**Your instructions**
Would you please write out each of the entries below exactly, omitting pictures?
Provided data section start
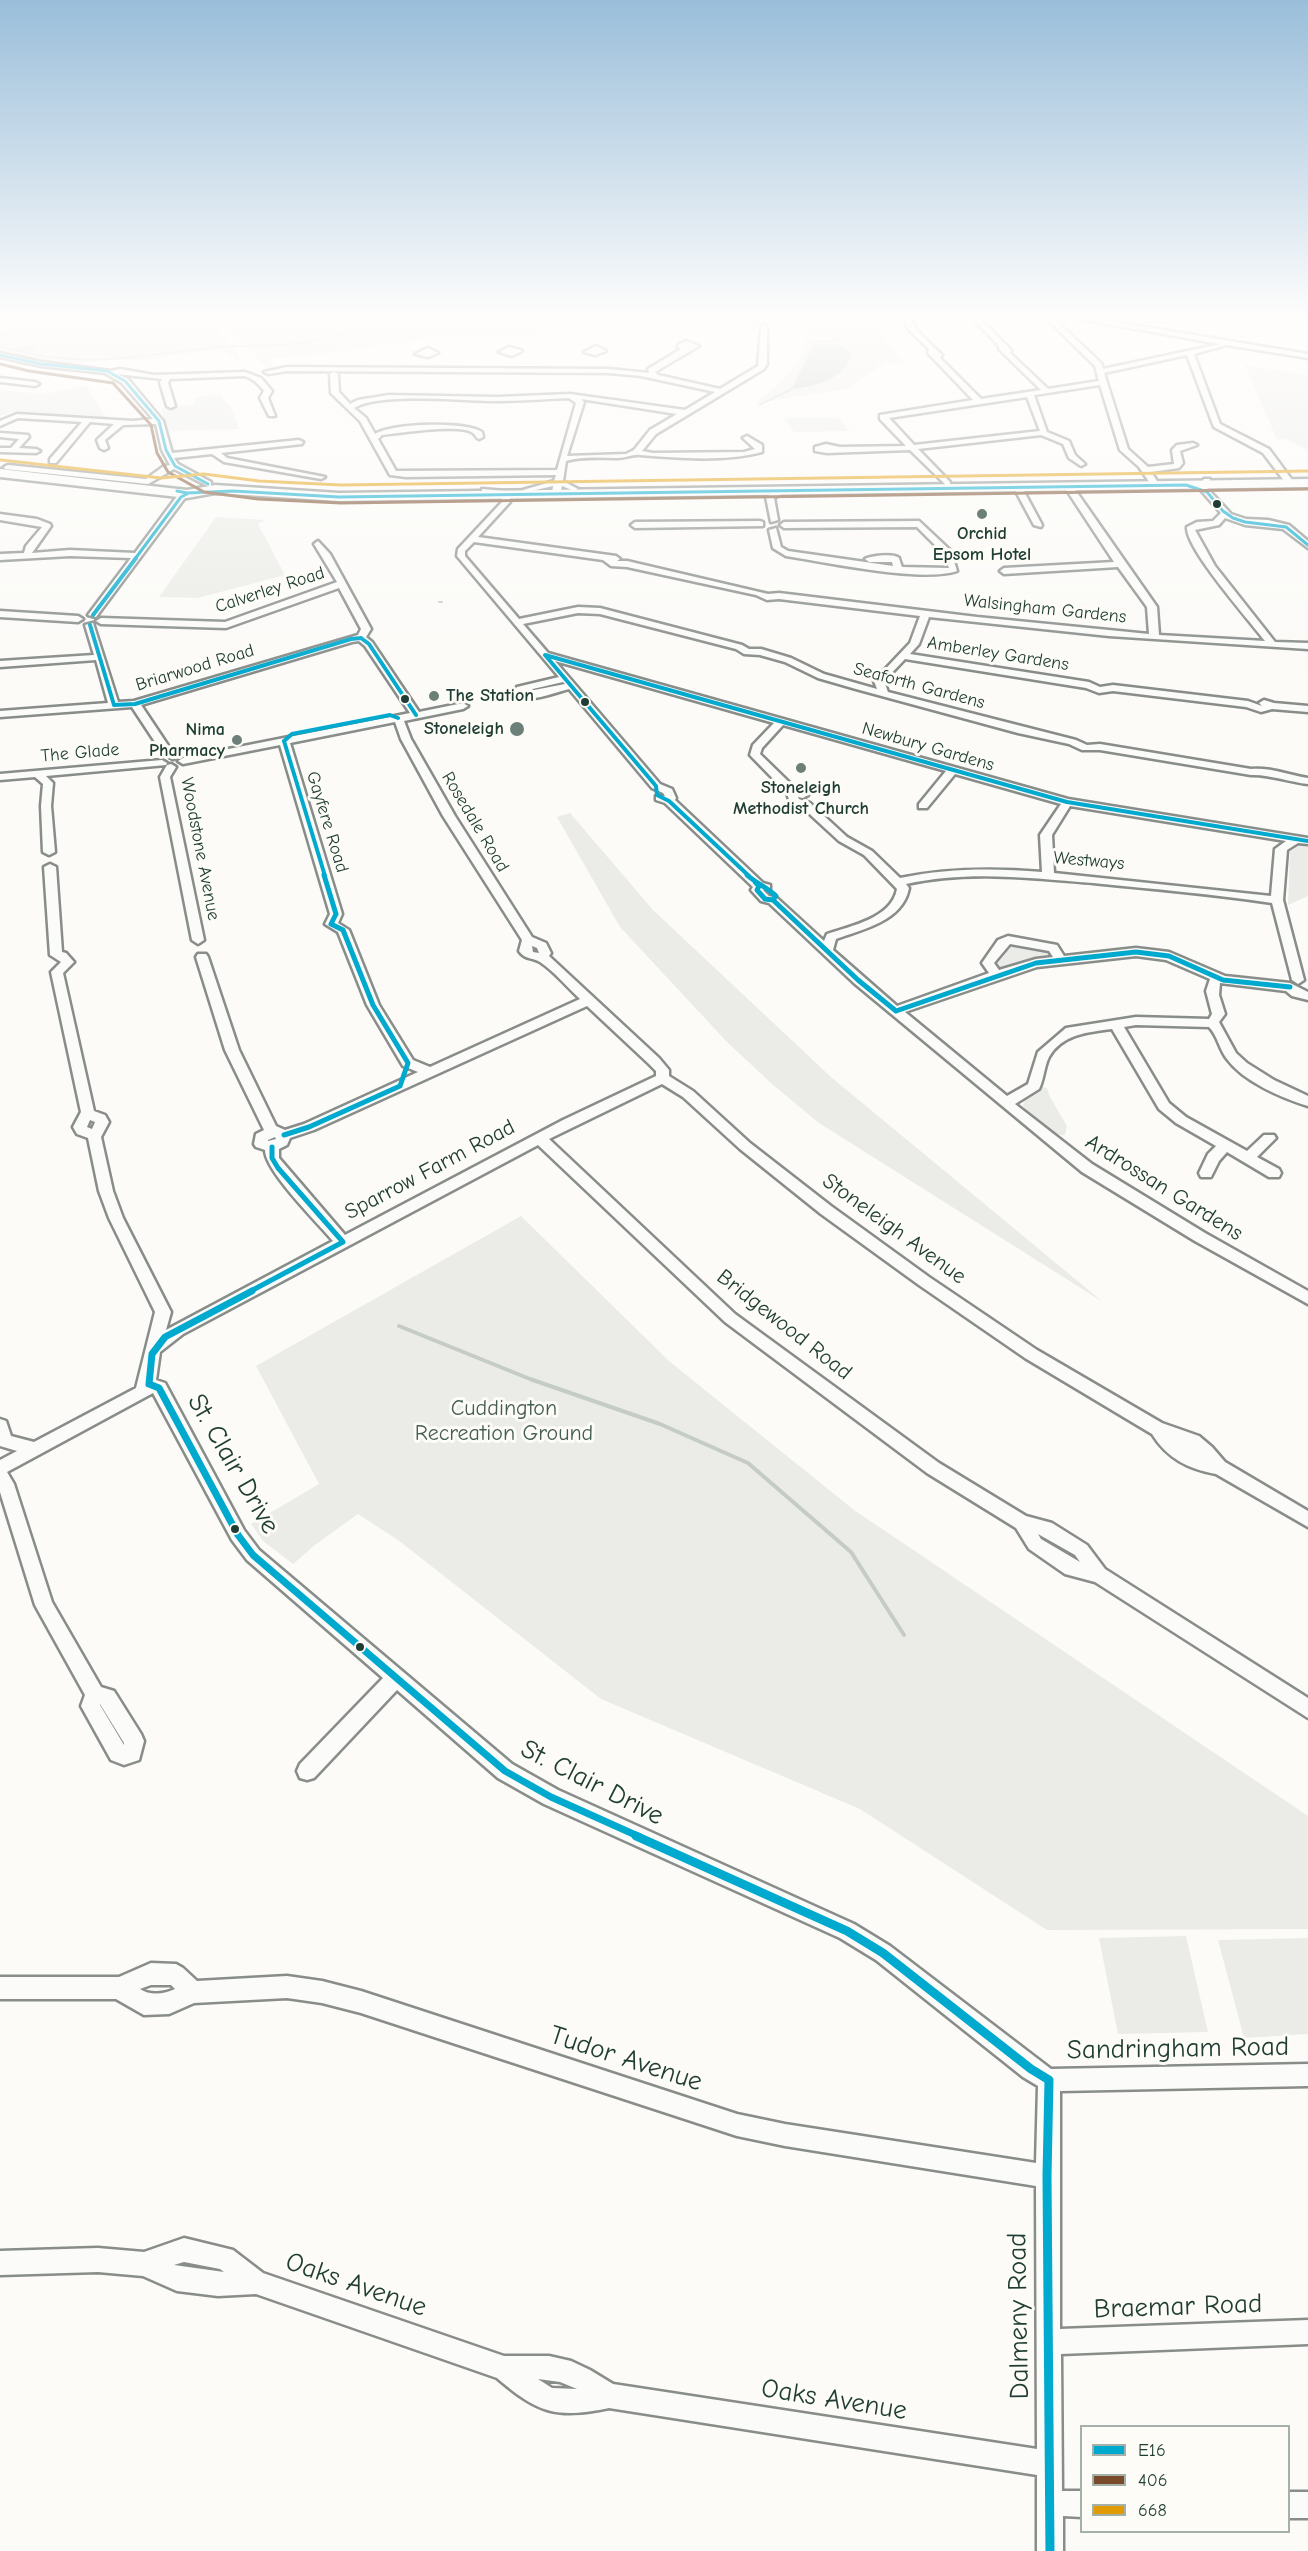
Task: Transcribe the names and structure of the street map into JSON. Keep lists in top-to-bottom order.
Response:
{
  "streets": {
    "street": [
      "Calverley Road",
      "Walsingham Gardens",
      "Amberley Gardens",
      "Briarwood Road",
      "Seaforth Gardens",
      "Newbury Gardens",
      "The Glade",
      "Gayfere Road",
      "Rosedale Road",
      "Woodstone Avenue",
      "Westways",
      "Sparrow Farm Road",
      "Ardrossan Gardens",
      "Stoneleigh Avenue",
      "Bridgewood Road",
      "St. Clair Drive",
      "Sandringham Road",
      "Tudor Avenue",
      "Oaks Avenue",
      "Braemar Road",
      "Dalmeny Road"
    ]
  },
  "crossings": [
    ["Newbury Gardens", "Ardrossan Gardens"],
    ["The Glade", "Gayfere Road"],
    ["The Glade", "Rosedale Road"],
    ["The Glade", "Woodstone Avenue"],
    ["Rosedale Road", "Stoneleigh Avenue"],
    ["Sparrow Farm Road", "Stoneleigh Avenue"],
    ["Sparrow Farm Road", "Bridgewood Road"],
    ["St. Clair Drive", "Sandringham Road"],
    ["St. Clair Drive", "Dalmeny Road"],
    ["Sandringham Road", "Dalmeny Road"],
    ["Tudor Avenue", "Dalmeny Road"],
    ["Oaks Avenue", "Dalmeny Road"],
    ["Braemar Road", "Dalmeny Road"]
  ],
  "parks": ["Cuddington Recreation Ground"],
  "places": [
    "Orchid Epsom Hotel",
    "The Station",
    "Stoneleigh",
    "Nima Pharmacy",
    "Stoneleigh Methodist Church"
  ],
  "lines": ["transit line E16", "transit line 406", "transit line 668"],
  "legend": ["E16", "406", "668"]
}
Provided data section end
**Written solution**
Task: Transcribe the names and structure of the street map into JSON. Keep lists in top-to-bottom order.
Response:
{
  "streets": {
    "street": [
      "Calverley Road",
      "Walsingham Gardens",
      "Amberley Gardens",
      "Briarwood Road",
      "Seaforth Gardens",
      "Newbury Gardens",
      "The Glade",
      "Gayfere Road",
      "Rosedale Road",
      "Woodstone Avenue",
      "Westways",
      "Sparrow Farm Road",
      "Ardrossan Gardens",
      "Stoneleigh Avenue",
      "Bridgewood Road",
      "St. Clair Drive",
      "Sandringham Road",
      "Tudor Avenue",
      "Oaks Avenue",
      "Braemar Road",
      "Dalmeny Road"
    ]
  },
  "crossings": [
    ["Newbury Gardens", "Ardrossan Gardens"],
    ["The Glade", "Gayfere Road"],
    ["The Glade", "Rosedale Road"],
    ["The Glade", "Woodstone Avenue"],
    ["Rosedale Road", "Stoneleigh Avenue"],
    ["Sparrow Farm Road", "Stoneleigh Avenue"],
    ["Sparrow Farm Road", "Bridgewood Road"],
    ["St. Clair Drive", "Sandringham Road"],
    ["St. Clair Drive", "Dalmeny Road"],
    ["Sandringham Road", "Dalmeny Road"],
    ["Tudor Avenue", "Dalmeny Road"],
    ["Oaks Avenue", "Dalmeny Road"],
    ["Braemar Road", "Dalmeny Road"]
  ],
  "parks": ["Cuddington Recreation Ground"],
  "places": [
    "Orchid Epsom Hotel",
    "The Station",
    "Stoneleigh",
    "Nima Pharmacy",
    "Stoneleigh Methodist Church"
  ],
  "lines": ["transit line E16", "transit line 406", "transit line 668"],
  "legend": ["E16", "406", "668"]
}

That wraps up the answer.